Ted Simons: The ninth circuit Court of Appeals yesterday struck down an Arizona law banning abortions after 20 weeks. Joining us is Arizona State University law professor Paul bender. Always a pleasure. Good to have you here. What did the ninth circuit look at, what did they rule?

Paul Bender: They ruled that Alabama -- they have a law too. Arizona's law which says -- which would ban abortions after 20 weeks of fetal life, that is - 20 weeks after conception was unconstitutional, violated Roe versus Wade. The reason is Roe versus Wade held a woman has a right to an abortion up until fetal viability. If you pass a law which fixes a time that is pre-viability, and says you can have an abortion after that time, the ninth circuit says that's unconstitutional because the Supreme Court has said that you have a right to an abortion up until the time of fetal viability. The Arizona law clearly cuts that right off before fetal viability.

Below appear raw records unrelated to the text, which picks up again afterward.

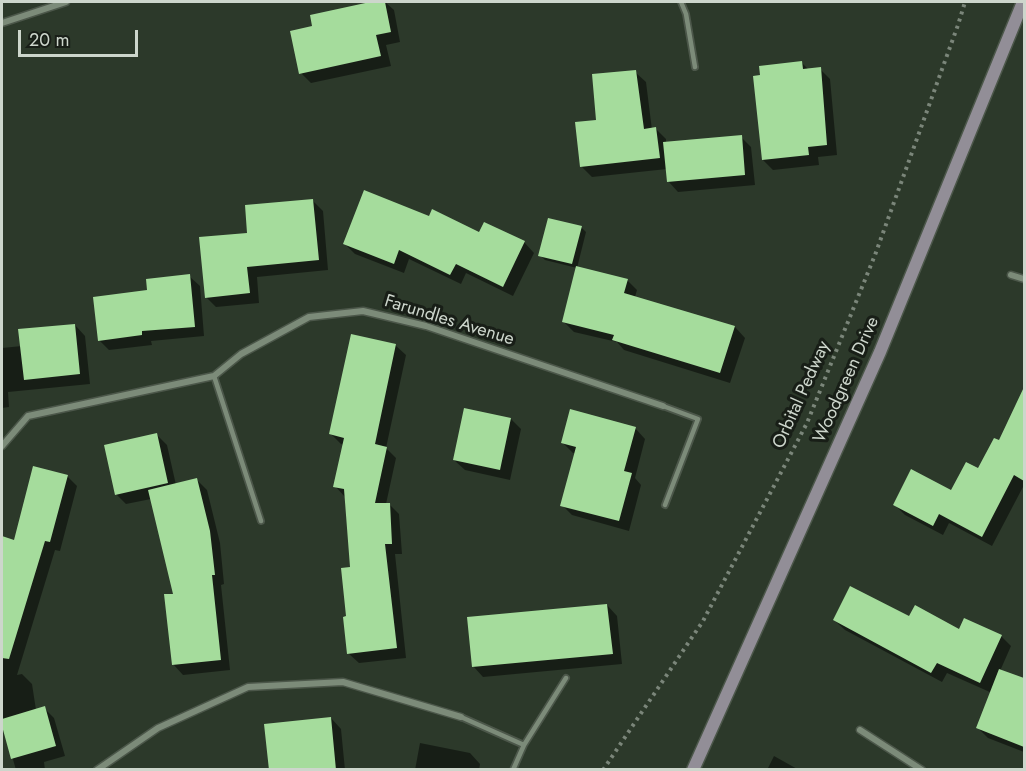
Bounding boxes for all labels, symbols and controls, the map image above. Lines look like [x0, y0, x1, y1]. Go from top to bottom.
scale bar [21, 18, 141, 56]
text: 20 m [29, 27, 69, 53]
street label: Farundles Avenue [381, 291, 517, 351]
street label: Woodgreen Drive [810, 314, 884, 446]
street label: Orbital Pedway [769, 338, 835, 452]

Ted Simons: Correct me if I'm wrong, the Arizona cite seems to suggest states are aloud reasonable restrictions and limits to abortions and the 20-week limit was reasonable.

Paul Bender: There are a lot of reasonable regulations but they are not allowed to prohibit abortions until fetal viability. That's Roe and Wade clear as can be. It says women have a right to have an abortion until the fetus is viable. You can say it may be in a hospital. You can tell the woman this, that or the other thing about the abortion. People have tried waiting periods. A lot of that is unconstitutional. But this is not a regulation. It's a prohibition. Under Arizona law you can't not get an abortion if the fetus is more than 20 weeks and you have a constitutional right to get an abortion up until fetal viability. It's that period between weeks and viability that it's unconstitutional to prohibit it.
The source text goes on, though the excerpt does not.